我們認同有關決定,故根據《民事訴訟法典》第631條第5款之規定,引用上述決定及其依據,裁定這部分的上訴理由不成立。
就同一司法見解,可參閱本院於2024年05月09日在卷宗編號22/2024內作出的裁判。
事實上,卷宗第47至49頁及58頁之文件不論在合同名稱內容上均毫無疑問地表明相關的合同是一預約買賣合同。
就所支付的款項性質方面,根據《民法典》第435條之規定,“在買賣之預約合同中,預約買受人向預約出賣人交付之全部金額,即使以提前履行或首期價金之名義交付者,亦推定具有定金性質”。
本案中沒有任何實質證據可推翻上述法律推定。第一被告的立場僅是其一面之詞。
3. 就合同的不履行是因第三人的過錯方面:
第一被告認為有關合同是因澳門特別行政區的過錯而不能履行,故其應負上責任。
原審判決就有關問題作出以下見解:
“…
2.1.2. – Da imputação da causa da impossibilidade da prestação.
  Vimos já que a prestação da 1ª ré se tornou impossível depois de estabelecida por via contratual.
  As partes divergem agora sobre a imputabilidade da causa da impossibilidade da prestação da 1ª ré.
  O art. 790º do CC, sob a epígrafe “imputabilidade culposa” dispõe que “tornando-se impossível a prestação por causa imputável ao devedor, é este responsável como se faltasse culposamente ao cumprimento da obrigação”.
  Em rigor, esta situação de impossibilidade imputável da prestação não é conceitualmente incumprimento, mas é considerada como incumprimento definitivo.
  Tendo em conta a forma como a nossa lei sistematiza o regime jurídico da impossibilidade da prestação (por causa imputável ao devedor e por causa que não lhe é imputável, mas com presunção de imputabilidade), o que releva em primeiro lugar é saber se a causa da impossibilidade é ou não é imputável ao devedor. Só depois de concluir que não é imputável ao devedor é que poderá relevar saber se é imputável a outrem, designadamente ao credor, a terceiro ou a ninguém (caso fortuito ou de força maior).

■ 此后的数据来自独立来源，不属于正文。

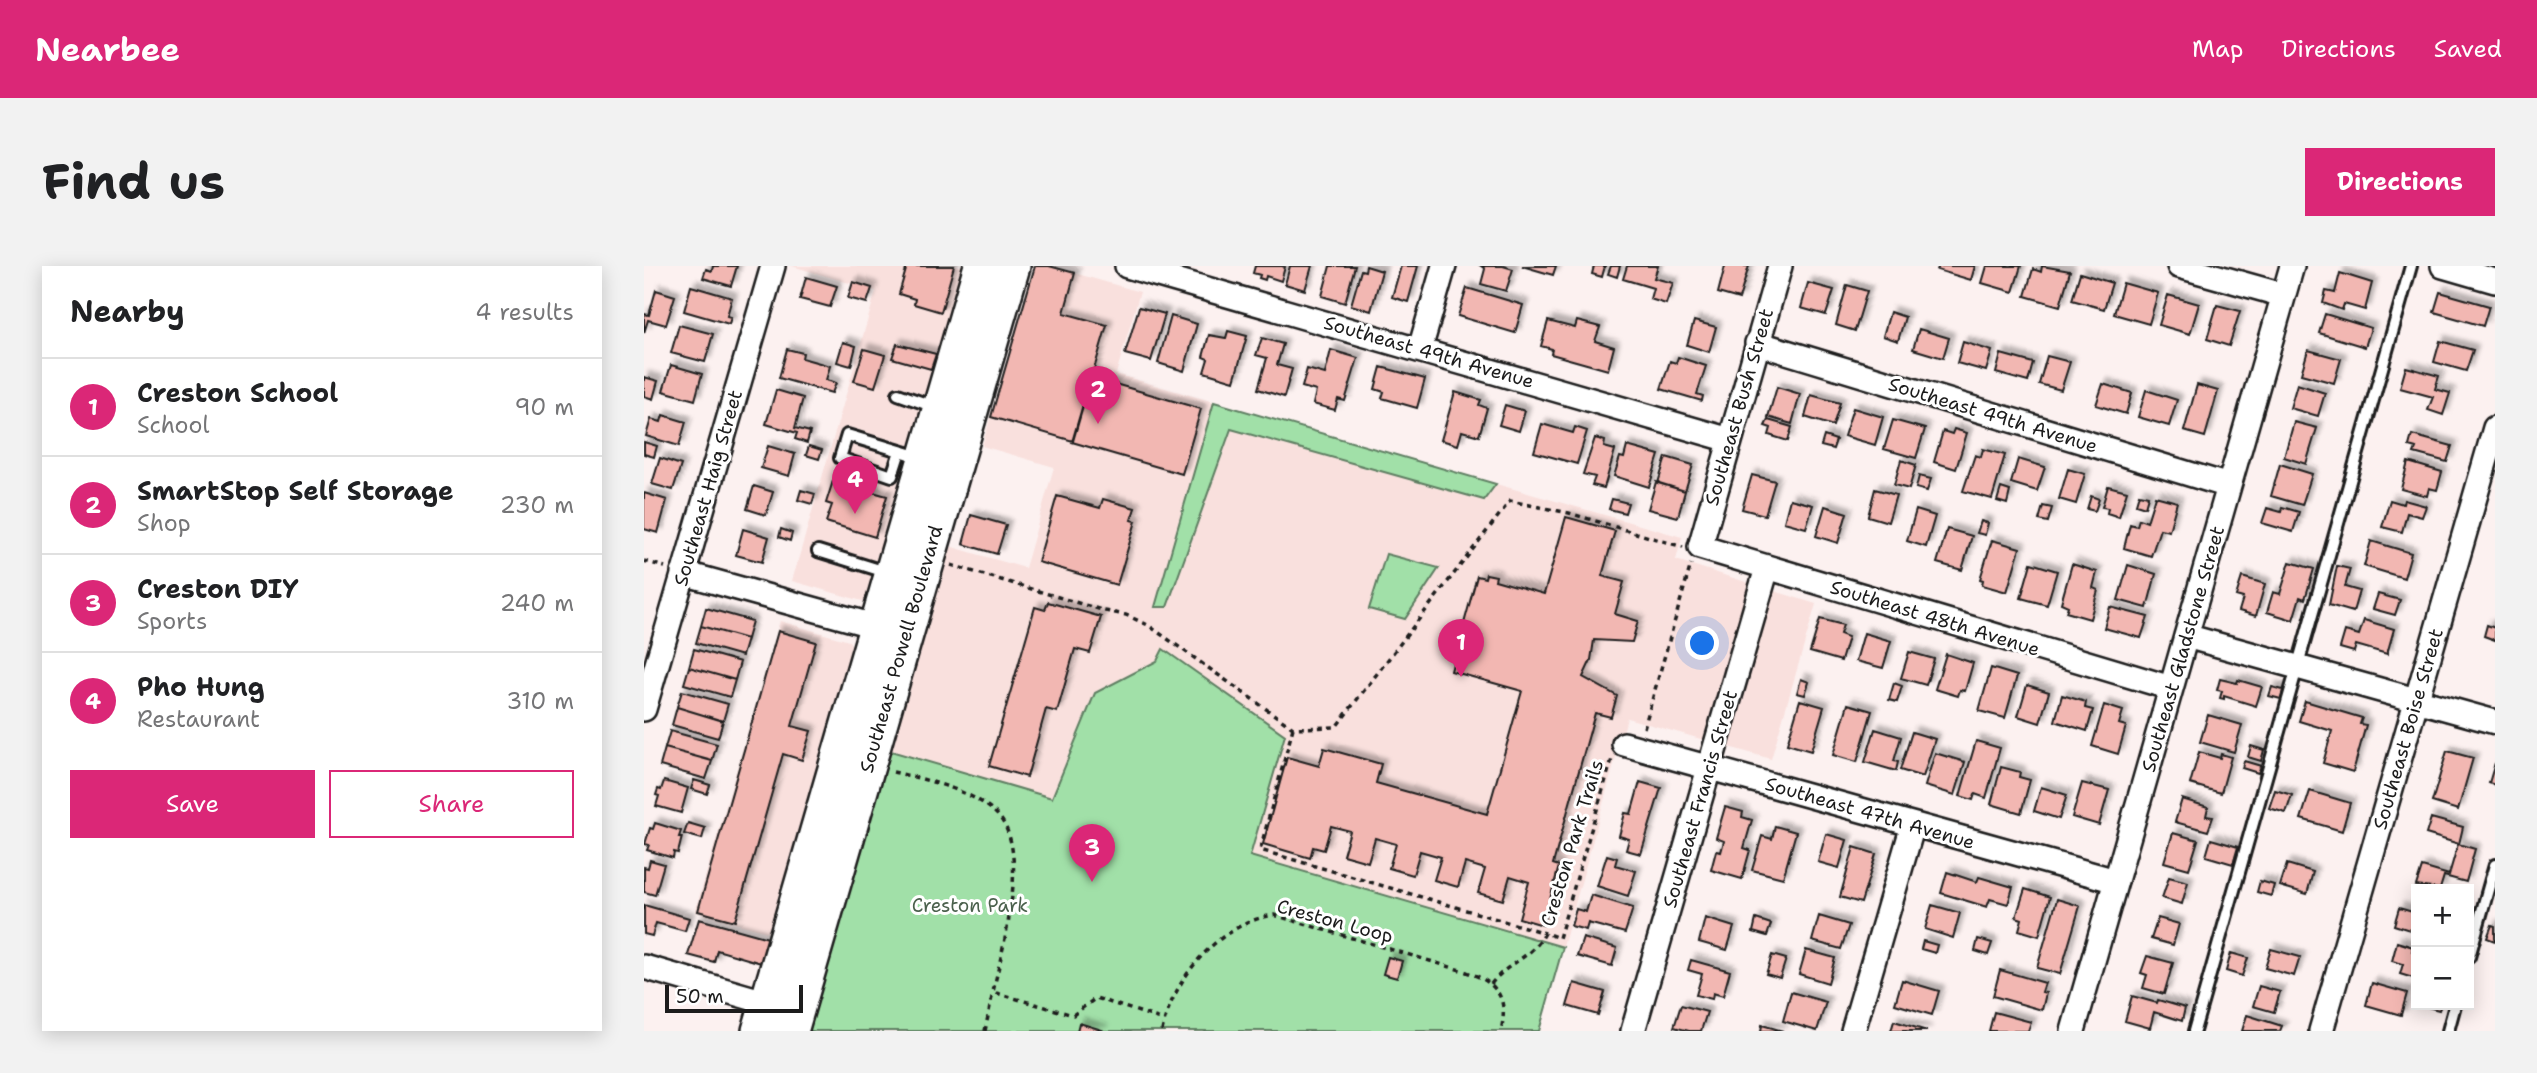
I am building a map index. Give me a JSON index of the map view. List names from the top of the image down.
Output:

  2.1.2.1. A causa da impossibilidade.
  Já vimos que a prestação da 1ª ré é impossível, seja esta prestação a celebração de um contrato definitivo de compra e venda de um imóvel, seja essa prestação a construção do referido imóvel e a sua entrega aos autores.

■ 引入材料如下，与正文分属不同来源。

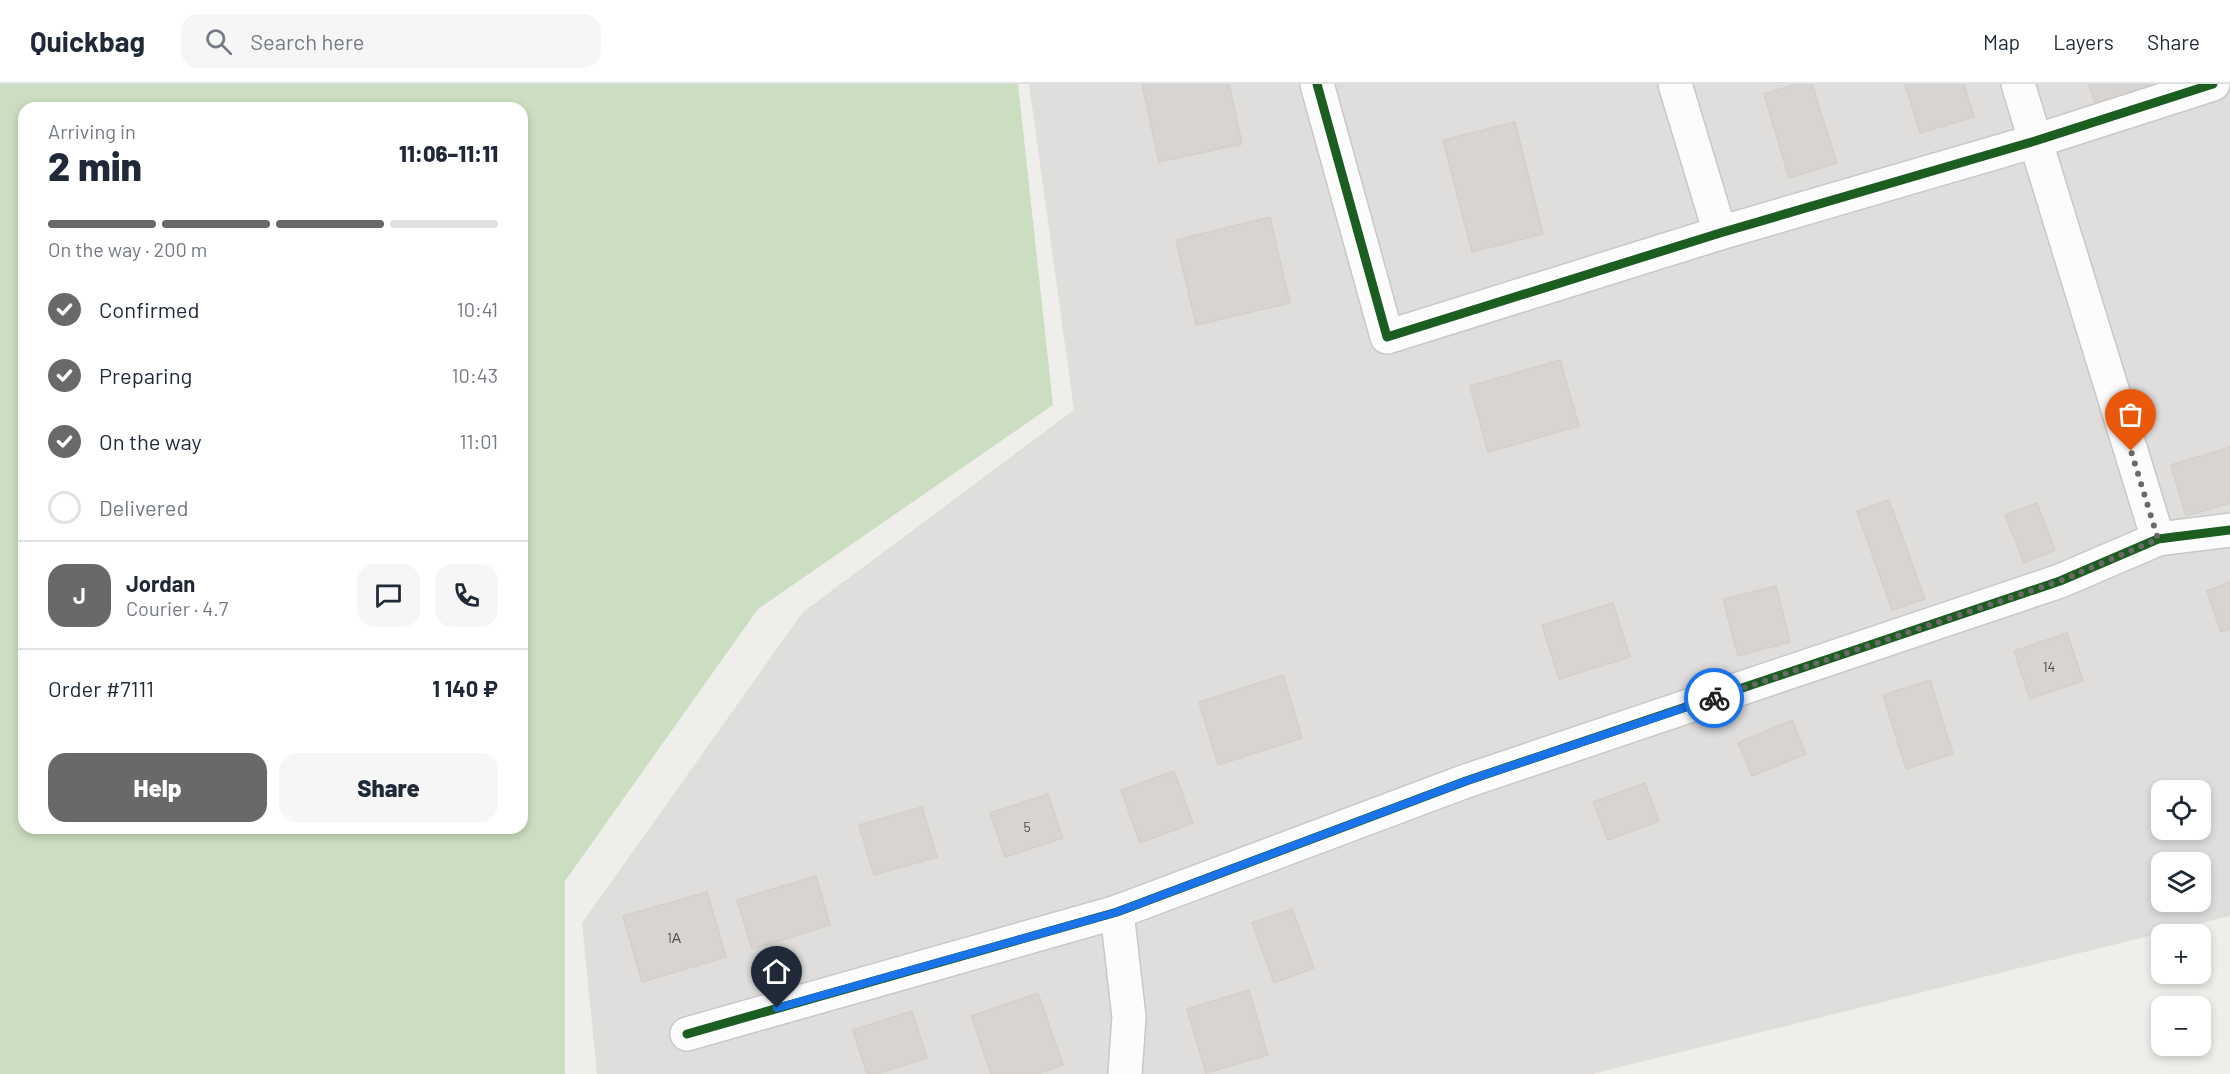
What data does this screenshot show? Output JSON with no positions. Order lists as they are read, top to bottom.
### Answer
{
  "house_numbers": ["14", "5", "1А"],
  "page": {
    "header": "Quickbag",
    "search": "Search here",
    "nav": ["Map", "Layers", "Share"],
    "heading": ["2 min", "Arriving in", "11:06–11:11"],
    "panel": [
      "Jordan",
      "Courier · 4.7",
      "Order #7111",
      "1 140 ₽"
    ],
    "bar": "On the way · 200 m",
    "list": [
      ["Confirmed", "10:41"],
      ["Preparing", "10:43"],
      ["On the way", "11:01"],
      "Delivered"
    ],
    "round": "J",
    "buttons": ["Help", "Share"],
    "map_buttons": ["+", "−"]
  }
}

  Já vimos que a causa imediata da impossibilidade da prestação não é uma impossibilidade física de construir e entregar, mas jurídica, pois que a ré, tendo condições materiais para construir e entregar, não tem possibilidade jurídica por não ter direito sobre o terreno onde iria construir que lhe permita edificar o empreendimento que pretendia e que lhe permitiria cumprir a sua obrigação para com os autores.
  Porém, a 1ª ré já teve em tempos o direito que lhe permitia construir, o direito do concessionário por arrendamento, direito que caducou. Assim, a causa intermédia da impossibilidade da prestação é a caducidade da concessão que causou a impossibilidade jurídica.
  Ocorre que a concessão caducou porque a ré não concluiu a construção do seu empreendimento imobiliário em determinado prazo, o prazo de aproveitamento do terreno concessionado. Assim, a causa remota da impossibilidade jurídica da prestação é o atraso na execução das obras que levou à caducidade da concessão.
  A causa da impossibilidade jurídica da prestação da 1ª ré é, pois, o facto de as obras de aproveitamento do terreno concessionado não terem sido concluídas no prazo de aproveitamento.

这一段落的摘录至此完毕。